_Exercise aim_.
Each line of the records below that holds "solid" should be copied out.
· · ·
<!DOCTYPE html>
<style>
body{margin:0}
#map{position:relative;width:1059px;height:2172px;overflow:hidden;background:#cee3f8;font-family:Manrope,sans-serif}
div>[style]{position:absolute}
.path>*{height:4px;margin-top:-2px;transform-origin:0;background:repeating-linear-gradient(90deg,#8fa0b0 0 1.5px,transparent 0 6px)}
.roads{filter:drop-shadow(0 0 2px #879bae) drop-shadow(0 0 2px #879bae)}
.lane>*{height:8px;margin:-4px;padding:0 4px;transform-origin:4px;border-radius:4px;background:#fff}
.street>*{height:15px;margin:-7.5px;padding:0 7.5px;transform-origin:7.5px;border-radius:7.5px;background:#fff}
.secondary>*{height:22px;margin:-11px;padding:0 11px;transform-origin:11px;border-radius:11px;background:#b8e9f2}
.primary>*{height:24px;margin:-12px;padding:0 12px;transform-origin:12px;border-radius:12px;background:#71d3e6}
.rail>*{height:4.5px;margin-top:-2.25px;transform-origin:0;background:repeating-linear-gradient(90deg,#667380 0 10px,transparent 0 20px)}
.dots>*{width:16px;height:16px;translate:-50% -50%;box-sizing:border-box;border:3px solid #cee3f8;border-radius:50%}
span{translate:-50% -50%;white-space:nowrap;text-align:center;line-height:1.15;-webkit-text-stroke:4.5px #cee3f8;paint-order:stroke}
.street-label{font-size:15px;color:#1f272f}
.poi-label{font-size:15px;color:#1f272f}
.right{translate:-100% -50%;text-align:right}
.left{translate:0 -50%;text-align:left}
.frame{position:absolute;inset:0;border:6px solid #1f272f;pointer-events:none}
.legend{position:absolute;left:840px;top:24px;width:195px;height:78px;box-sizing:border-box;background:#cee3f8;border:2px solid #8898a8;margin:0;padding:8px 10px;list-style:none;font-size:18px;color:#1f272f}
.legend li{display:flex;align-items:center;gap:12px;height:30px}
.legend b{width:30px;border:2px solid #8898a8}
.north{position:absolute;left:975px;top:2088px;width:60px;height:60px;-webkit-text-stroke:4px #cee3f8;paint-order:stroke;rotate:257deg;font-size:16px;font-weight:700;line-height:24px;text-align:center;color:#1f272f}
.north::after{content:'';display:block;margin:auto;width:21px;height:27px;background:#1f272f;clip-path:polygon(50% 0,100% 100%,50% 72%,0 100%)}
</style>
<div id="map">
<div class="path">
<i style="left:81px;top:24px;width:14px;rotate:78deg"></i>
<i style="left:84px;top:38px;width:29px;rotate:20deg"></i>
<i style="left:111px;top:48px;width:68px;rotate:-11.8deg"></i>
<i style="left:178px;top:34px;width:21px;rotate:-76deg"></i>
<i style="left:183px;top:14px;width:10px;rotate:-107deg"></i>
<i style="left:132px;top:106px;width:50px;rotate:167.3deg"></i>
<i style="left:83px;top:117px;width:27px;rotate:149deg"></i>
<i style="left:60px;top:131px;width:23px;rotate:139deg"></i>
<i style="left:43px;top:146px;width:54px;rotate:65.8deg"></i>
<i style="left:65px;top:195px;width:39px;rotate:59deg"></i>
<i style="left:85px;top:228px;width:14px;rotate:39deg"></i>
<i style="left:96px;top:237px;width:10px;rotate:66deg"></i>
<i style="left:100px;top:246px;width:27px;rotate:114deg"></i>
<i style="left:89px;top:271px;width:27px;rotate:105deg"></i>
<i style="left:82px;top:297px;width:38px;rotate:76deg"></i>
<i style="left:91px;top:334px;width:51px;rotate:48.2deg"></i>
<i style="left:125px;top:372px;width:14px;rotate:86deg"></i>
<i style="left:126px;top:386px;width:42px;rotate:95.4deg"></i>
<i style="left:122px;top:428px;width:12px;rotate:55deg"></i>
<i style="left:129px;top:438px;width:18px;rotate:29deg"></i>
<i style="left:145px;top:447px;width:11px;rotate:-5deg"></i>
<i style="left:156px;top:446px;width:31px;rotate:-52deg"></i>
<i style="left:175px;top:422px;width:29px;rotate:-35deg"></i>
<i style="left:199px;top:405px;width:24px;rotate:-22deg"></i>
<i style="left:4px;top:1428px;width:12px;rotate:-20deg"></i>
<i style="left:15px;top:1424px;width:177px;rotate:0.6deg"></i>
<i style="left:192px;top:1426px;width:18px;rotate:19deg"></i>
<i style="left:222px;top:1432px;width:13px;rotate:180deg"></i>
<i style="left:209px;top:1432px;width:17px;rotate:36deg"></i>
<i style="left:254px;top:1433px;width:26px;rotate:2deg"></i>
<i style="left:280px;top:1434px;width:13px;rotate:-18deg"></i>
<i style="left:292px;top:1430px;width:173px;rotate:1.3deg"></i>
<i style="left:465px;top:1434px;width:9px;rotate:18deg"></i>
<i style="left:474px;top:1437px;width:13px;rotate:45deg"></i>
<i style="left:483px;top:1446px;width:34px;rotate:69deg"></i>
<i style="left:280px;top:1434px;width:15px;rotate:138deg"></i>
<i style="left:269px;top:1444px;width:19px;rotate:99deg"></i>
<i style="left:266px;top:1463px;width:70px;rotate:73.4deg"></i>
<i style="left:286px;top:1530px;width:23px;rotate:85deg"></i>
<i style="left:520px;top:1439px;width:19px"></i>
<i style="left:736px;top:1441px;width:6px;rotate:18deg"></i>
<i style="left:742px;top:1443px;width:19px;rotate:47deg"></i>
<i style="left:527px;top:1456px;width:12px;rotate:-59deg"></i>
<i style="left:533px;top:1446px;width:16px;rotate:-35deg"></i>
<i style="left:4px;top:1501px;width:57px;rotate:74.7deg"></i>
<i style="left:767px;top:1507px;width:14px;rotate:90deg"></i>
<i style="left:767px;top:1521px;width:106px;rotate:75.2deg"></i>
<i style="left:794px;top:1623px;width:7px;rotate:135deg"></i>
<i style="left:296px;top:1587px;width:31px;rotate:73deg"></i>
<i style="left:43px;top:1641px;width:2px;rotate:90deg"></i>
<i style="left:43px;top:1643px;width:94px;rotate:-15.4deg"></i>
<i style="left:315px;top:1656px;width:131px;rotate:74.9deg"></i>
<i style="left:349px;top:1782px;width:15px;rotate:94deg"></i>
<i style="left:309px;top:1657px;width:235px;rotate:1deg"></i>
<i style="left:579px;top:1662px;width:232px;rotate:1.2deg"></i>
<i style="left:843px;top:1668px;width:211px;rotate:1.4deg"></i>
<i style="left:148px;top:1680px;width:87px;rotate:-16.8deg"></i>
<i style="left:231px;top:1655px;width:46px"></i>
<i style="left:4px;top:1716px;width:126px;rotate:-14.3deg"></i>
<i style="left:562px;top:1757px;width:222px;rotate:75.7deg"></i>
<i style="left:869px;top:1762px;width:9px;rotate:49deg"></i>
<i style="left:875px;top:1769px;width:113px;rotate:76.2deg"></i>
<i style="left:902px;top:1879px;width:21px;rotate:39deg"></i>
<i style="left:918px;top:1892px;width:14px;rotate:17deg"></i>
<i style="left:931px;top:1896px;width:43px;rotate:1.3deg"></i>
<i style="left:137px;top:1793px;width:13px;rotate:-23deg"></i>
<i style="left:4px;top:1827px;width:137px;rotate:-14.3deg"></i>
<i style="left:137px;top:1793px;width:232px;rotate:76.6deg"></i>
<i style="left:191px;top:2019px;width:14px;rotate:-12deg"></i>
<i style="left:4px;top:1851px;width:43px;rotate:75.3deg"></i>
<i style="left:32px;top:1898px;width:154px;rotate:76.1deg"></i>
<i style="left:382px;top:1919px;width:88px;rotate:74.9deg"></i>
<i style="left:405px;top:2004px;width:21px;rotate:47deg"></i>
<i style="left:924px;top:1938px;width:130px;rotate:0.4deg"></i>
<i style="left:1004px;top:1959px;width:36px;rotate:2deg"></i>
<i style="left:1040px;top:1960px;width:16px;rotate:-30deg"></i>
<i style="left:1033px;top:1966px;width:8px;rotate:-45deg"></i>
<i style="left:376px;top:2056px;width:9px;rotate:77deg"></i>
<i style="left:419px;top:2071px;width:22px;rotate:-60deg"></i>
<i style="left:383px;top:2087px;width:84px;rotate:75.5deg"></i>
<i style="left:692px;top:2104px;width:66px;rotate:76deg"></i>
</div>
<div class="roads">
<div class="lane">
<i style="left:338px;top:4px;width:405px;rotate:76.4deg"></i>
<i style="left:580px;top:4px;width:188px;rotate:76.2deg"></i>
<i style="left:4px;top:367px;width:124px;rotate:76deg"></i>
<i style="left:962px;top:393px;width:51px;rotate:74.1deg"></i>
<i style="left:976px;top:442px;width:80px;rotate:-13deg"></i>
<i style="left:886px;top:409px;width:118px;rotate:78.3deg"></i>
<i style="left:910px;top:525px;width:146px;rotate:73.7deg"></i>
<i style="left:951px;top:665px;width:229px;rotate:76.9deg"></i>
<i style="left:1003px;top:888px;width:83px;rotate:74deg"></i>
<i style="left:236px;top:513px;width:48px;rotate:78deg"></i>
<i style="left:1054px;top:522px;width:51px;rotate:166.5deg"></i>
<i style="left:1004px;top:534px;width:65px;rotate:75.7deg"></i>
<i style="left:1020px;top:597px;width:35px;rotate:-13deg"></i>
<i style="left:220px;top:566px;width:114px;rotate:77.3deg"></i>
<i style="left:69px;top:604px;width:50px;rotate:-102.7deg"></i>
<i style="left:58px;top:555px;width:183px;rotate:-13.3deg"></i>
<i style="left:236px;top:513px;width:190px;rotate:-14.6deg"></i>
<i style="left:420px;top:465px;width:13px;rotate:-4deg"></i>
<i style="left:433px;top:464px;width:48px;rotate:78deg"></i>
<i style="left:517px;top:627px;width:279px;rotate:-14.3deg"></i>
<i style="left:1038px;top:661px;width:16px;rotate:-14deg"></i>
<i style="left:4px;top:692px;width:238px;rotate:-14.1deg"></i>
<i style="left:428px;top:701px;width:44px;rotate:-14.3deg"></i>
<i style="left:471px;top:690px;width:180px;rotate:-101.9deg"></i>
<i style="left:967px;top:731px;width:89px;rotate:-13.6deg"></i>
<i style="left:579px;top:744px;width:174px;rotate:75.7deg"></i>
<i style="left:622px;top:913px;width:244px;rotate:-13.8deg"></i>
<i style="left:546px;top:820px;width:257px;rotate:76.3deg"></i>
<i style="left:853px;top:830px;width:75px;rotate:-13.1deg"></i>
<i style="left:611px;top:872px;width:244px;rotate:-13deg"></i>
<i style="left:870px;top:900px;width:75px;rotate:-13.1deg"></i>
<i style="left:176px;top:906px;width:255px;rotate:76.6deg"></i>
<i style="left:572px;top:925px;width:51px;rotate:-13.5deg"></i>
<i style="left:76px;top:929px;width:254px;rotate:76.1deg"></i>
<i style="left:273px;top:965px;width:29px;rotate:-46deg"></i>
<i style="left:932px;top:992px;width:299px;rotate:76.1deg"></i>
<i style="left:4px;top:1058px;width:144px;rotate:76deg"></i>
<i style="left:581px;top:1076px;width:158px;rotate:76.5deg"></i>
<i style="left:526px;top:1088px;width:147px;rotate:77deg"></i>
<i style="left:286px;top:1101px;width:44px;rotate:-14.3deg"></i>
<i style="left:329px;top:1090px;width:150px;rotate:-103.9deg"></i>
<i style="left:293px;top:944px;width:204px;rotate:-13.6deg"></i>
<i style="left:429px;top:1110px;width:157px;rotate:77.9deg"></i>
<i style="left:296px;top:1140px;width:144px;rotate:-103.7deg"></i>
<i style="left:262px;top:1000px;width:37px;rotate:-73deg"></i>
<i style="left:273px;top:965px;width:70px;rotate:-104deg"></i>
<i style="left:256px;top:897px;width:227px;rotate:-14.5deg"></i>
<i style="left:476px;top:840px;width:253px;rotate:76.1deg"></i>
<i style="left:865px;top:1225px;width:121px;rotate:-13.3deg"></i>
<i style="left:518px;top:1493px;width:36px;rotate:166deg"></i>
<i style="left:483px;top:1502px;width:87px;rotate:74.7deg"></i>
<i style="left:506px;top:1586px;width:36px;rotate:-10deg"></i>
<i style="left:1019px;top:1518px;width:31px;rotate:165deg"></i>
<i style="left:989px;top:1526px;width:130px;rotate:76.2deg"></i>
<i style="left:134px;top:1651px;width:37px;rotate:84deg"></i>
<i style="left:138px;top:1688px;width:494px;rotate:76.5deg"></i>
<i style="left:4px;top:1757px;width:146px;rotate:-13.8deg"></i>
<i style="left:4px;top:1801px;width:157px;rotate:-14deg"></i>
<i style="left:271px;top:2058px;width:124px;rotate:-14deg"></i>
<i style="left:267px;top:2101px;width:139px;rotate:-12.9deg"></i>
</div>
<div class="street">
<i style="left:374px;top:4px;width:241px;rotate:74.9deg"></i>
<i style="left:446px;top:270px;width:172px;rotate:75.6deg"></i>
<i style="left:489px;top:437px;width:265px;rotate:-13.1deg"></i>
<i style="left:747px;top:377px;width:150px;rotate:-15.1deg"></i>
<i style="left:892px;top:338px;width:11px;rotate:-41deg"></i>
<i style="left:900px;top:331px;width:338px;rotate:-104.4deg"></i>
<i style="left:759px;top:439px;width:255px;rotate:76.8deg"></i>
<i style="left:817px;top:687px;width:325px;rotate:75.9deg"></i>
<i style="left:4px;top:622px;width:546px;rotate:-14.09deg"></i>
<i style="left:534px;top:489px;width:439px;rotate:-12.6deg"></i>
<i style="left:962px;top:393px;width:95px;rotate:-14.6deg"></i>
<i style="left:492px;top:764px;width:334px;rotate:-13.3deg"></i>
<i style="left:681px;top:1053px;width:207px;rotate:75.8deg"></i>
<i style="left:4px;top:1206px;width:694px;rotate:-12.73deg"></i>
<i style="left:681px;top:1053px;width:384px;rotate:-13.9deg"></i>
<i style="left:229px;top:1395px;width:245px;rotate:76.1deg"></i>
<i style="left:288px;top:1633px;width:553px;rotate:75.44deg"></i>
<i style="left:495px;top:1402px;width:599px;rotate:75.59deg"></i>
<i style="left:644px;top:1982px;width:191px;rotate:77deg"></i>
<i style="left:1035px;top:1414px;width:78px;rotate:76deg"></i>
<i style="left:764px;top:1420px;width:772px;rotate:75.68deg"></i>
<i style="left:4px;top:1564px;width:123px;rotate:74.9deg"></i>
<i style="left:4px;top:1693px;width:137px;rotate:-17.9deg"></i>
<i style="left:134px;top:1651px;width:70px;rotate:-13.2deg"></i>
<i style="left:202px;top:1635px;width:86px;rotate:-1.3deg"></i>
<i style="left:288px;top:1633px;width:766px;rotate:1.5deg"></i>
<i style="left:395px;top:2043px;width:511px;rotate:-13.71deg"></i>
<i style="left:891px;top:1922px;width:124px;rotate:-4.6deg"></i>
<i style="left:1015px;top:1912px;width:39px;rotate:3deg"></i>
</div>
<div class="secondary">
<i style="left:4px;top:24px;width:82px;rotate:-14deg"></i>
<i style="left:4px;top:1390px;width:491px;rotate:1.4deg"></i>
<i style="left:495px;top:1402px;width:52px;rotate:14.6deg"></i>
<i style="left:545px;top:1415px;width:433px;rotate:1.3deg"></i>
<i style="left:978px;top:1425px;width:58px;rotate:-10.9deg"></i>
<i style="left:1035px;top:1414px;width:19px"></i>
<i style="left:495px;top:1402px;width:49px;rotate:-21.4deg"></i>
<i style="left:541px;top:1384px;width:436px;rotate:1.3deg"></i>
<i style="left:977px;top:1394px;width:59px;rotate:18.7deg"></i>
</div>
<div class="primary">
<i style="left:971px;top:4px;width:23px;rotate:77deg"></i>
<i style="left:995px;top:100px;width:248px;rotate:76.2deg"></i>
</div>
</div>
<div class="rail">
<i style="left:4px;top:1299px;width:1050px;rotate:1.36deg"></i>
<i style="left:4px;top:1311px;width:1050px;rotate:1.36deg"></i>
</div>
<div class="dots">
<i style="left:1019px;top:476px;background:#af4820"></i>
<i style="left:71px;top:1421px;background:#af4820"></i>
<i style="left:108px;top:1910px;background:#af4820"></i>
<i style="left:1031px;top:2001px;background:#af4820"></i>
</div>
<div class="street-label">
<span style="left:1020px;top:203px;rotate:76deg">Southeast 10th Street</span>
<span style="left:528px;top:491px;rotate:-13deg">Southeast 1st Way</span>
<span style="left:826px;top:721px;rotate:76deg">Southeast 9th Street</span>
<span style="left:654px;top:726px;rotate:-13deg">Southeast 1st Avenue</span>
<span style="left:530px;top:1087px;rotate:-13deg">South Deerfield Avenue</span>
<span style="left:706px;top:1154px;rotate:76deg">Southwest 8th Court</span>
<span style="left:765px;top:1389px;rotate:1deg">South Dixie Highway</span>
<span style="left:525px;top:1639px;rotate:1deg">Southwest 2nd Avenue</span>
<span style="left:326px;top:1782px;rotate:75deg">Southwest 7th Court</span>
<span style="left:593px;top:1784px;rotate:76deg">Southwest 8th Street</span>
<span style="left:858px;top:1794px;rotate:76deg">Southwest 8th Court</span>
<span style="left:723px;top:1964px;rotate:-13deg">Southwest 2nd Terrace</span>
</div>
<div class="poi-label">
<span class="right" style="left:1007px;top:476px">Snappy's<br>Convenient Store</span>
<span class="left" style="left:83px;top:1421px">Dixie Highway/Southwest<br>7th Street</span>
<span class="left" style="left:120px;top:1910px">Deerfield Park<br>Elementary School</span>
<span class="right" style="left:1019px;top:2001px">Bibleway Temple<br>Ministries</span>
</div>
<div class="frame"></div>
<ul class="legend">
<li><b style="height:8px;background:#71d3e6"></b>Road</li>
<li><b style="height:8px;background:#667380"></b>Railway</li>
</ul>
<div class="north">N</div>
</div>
· · ·
_Solution below_.
.dots>*{width:16px;height:16px;translate:-50% -50%;box-sizing:border-box;border:3px solid #cee3f8;border-radius:50%}
.frame{position:absolute;inset:0;border:6px solid #1f272f;pointer-events:none}
.legend{position:absolute;left:840px;top:24px;width:195px;height:78px;box-sizing:border-box;background:#cee3f8;border:2px solid #8898a8;margin:0;padding:8px 10px;list-style:none;font-size:18px;color:#1f272f}
.legend b{width:30px;border:2px solid #8898a8}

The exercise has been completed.